* _ACTION ITEM_:
What you should repeat is the run of lines from the top of the listing below through the line with "display:grid; place-items:center; width:54px;", exactly, with no pictures.

* _AVAILABLE RECORDS_:

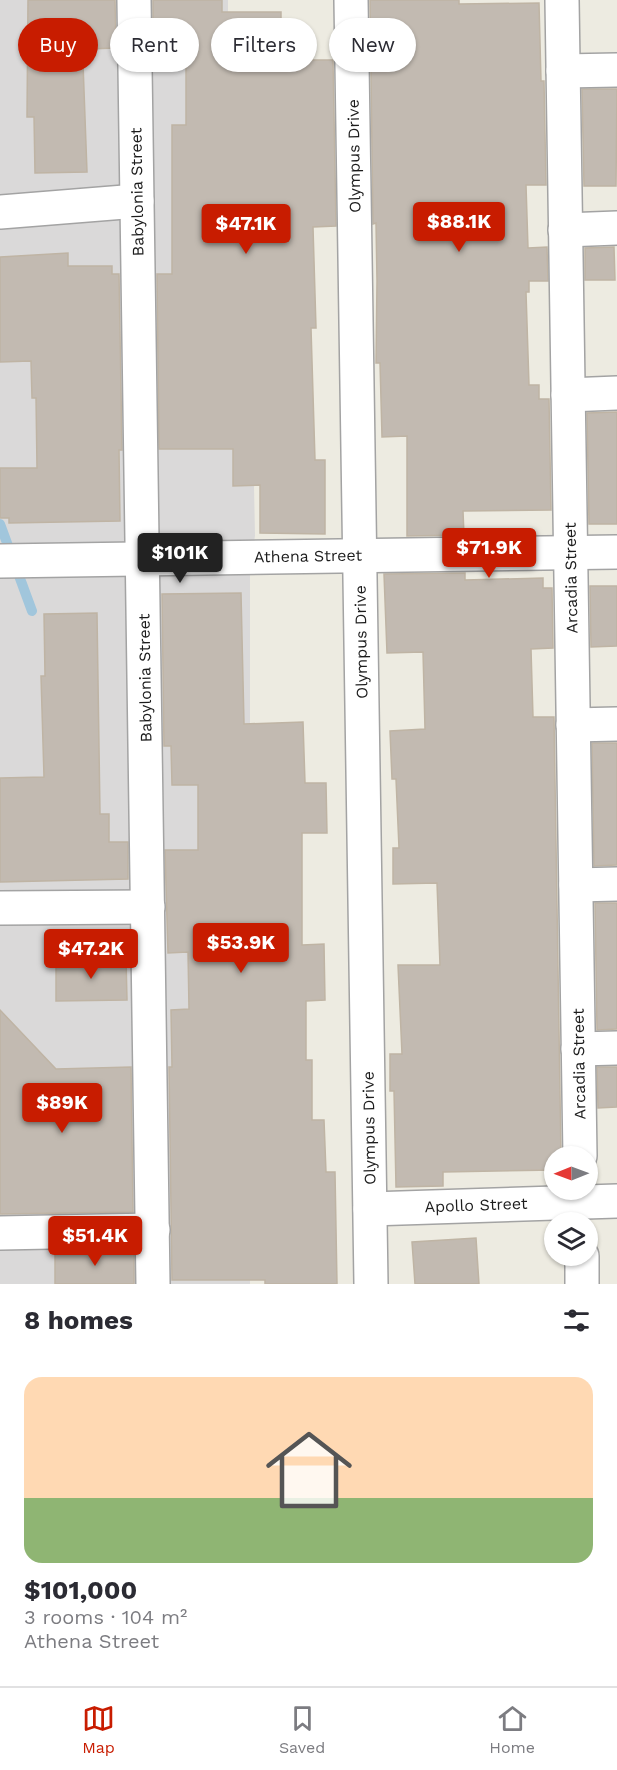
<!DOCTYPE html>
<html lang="en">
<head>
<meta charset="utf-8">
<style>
	body { margin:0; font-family:"Work Sans",sans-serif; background:#f7f7f7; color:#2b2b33; height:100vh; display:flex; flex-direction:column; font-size:22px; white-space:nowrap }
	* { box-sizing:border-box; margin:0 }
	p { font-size:20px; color:#7c7c81 }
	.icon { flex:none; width:33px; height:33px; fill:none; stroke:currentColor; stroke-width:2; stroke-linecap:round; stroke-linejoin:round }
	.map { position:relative; height:1284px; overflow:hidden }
	.side { display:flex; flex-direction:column; background:#fff; flex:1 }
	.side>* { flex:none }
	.guide { position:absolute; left:18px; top:18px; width:582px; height:54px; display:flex; gap:12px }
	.needle { width:39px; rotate:269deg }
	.fabs { position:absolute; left:544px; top:1146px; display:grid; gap:12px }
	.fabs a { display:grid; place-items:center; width:54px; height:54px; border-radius:50%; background:#fff; box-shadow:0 2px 4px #0004; font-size:30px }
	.price { position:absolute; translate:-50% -51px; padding:0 14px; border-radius:6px; background:#c81c00; color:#fff; font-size:20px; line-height:39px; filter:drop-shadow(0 2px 3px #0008) }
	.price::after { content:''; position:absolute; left:50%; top:36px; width:18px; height:14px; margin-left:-9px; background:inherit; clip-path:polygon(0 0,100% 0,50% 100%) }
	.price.active { background:#222; color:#fff }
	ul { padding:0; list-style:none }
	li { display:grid; align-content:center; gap:12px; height:318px; padding:0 24px }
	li+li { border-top:2px solid #e1e1e2 }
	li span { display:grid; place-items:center; height:186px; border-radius:18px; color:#555 }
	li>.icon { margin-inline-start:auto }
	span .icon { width:108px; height:108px; fill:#fffc; stroke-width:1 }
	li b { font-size:26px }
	h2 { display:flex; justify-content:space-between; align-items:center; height:72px; padding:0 24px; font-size:26px }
	.tag { padding:0 21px; border-radius:27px; background:#fff; box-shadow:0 2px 4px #0004; font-size:21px; line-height:54px }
	.tag.active { background:#c81c00; color:#fff }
	.tabs { display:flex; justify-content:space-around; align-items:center; height:84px; border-top:2px solid #e1e1e2; background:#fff; font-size:16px; color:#7c7c81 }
	.tabs a { display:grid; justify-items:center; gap:3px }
	.tabs .active { color:#c81c00 }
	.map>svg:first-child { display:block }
	.residential { fill:#dad9d9 }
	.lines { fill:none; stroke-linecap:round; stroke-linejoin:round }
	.stream { stroke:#a1c6dc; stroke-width:10 }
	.building { fill:#c2bab1; stroke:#bfb4a4; stroke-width:1.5 }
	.minor-casing { stroke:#a3a3a3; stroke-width:36 }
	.minor { stroke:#fff; stroke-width:33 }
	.labels { text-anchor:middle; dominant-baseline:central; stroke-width:5; stroke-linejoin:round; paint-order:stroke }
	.street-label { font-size:16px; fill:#1c1c1c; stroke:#fff }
</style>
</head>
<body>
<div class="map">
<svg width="617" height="1284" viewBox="0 0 617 1284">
	<rect width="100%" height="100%" fill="#edebe1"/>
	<path class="residential" d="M0 0H228V113L253 436 255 536 250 565V1284H0Z"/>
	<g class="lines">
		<path class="stream" d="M0 524 32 611"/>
	</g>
	<g class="building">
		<path d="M28 0H115L116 48 88 49V63H83L87 172 35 173 34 117H27Z"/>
		<path d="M153 0H222V12H281V60H333L336 226 313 227 316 328H311L315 460H325V534L260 533V485L233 486V449H159L157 274H172V125H186V49L153 47Z"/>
		<path d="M370 0H459V4L539 3 541 81H544L546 185H526L528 248 547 247 548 281H529V292H526L529 385H539V399H549L551 510 463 511 464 535 407 536V436L382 437 380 363H376L377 281 376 223 373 224Z"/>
		<path d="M582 89H617L616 186H584Z"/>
		<path d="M614 247 615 280H585V248Z"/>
		<path d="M68 253V266H112V274H119L122 450H119L120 521 9 523V518H0V468H37L36 398H32L31 361 0 362V257Z"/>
		<path d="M617 412V524H589L587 413Z"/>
		<path d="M465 573V580L543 578V588H552L553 648 531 649 533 717H554L561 1156H555V1170L443 1172V1186L396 1187 394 1091H390V1054H402L398 965H440L437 883 393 884V848H399L396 779H392L390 731 425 729 423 652 387 653 384 574Z"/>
		<path d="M590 586H617V646L591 647Z"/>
		<path d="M241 593 244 724 303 722 305 783H326L327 833H302V945L324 944 325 1000 306 1001V1060H312V1120H324L326 1172H335L337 1284H265V1280H172L169 1067H172L171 1010 189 1009 188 952 168 953 165 850H198V785H172L171 746H164L162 594Z"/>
		<path d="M97 613 100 814H109V842H128V879L0 882V778L44 777 41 676H45L44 614Z"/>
		<path d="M592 743H617V865L594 866Z"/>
		<path d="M595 903H617V1029L597 1030Z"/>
		<path d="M126 958 127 1000 56 1001V959Z"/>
		<path d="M0 1010 56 1069 131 1067 133 1212 0 1214Z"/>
		<path d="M597 1067H617V1107L598 1108Z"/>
		<path d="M476 1238 479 1284H415L412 1242Z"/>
		<path d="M134 1249V1284H55V1251Z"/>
	</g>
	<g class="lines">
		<g class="minor-casing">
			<g id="minor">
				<path d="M134 0 153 1284"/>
				<path d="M351 0 371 1284"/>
				<path d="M562 0 580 1156"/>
				<path d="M563 71 617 70"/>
				<path d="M0 212 137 201"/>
				<path d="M565 230 617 228"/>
				<path d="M568 395 617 393"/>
				<path d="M0 561 617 552"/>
				<path d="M573 725 617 724"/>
				<path d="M576 885 617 884"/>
				<path d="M0 908 148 907"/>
				<path d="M578 1049 617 1048"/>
				<path d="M370 1209 617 1201"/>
				<path d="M0 1233 153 1230"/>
				<path d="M582 1256V1284"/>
			</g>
		</g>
		<use href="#minor" class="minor"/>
	</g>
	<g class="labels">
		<g class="street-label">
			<text transform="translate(354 156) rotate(-91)">Olympus Drive</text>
			<text transform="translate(137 192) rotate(-91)">Babylonia Street</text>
			<text transform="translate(308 556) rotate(-1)">Athena Street</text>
			<text transform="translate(571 578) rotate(-91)">Arcadia Street</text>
			<text transform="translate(361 642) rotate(-91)">Olympus Drive</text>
			<text transform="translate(145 678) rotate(-91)">Babylonia Street</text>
			<text transform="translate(579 1064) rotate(-91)">Arcadia Street</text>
			<text transform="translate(369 1128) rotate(-91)">Olympus Drive</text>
			<text transform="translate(476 1205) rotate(-2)">Apollo Street</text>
		</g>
	</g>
</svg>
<div class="fabs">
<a><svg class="needle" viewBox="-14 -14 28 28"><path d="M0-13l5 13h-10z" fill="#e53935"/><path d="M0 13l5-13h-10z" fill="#7c7c81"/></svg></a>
<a><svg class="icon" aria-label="layers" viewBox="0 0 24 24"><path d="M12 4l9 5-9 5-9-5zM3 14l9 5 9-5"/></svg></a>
</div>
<b class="price" style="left:459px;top:253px">$88.1K</b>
<b class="price" style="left:246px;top:255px">$47.1K</b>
<b class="price" style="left:489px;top:579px">$71.9K</b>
<b class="price active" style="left:180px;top:584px">$101K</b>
<b class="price" style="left:241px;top:974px">$53.9K</b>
<b class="price" style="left:91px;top:980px">$47.2K</b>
<b class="price" style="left:62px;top:1134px">$89K</b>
<b class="price" style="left:95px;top:1267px">$51.4K</b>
<div class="guide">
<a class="tag active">Buy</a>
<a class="tag">Rent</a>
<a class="tag">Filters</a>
<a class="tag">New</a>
</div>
</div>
<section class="side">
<h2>8 homes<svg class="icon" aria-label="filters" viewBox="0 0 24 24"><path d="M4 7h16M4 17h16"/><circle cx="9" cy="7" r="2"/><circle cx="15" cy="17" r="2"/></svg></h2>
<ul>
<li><span style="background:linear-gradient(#ffd9b3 65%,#8fb573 0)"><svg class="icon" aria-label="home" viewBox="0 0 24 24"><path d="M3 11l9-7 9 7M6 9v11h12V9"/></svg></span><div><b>$101,000</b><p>3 rooms · 104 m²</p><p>Athena Street</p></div></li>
</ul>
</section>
<nav class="tabs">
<a class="active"><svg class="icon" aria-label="map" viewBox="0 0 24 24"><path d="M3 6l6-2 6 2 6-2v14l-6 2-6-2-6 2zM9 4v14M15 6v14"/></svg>Map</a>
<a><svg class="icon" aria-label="saved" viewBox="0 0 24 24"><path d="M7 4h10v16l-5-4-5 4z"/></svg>Saved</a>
<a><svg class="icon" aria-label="home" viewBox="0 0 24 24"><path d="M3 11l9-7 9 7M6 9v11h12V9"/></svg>Home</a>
</nav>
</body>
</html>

* _OUTPUT BELOW_:
<!DOCTYPE html>
<html lang="en">
<head>
<meta charset="utf-8">
<style>
	body { margin:0; font-family:"Work Sans",sans-serif; background:#f7f7f7; color:#2b2b33; height:100vh; display:flex; flex-direction:column; font-size:22px; white-space:nowrap }
	* { box-sizing:border-box; margin:0 }
	p { font-size:20px; color:#7c7c81 }
	.icon { flex:none; width:33px; height:33px; fill:none; stroke:currentColor; stroke-width:2; stroke-linecap:round; stroke-linejoin:round }
	.map { position:relative; height:1284px; overflow:hidden }
	.side { display:flex; flex-direction:column; background:#fff; flex:1 }
	.side>* { flex:none }
	.guide { position:absolute; left:18px; top:18px; width:582px; height:54px; display:flex; gap:12px }
	.needle { width:39px; rotate:269deg }
	.fabs { position:absolute; left:544px; top:1146px; display:grid; gap:12px }
	.fabs a { display:grid; place-items:center; width:54px; height:54px; border-radius:50%; background:#fff; box-shadow:0 2px 4px #0004; font-size:30px }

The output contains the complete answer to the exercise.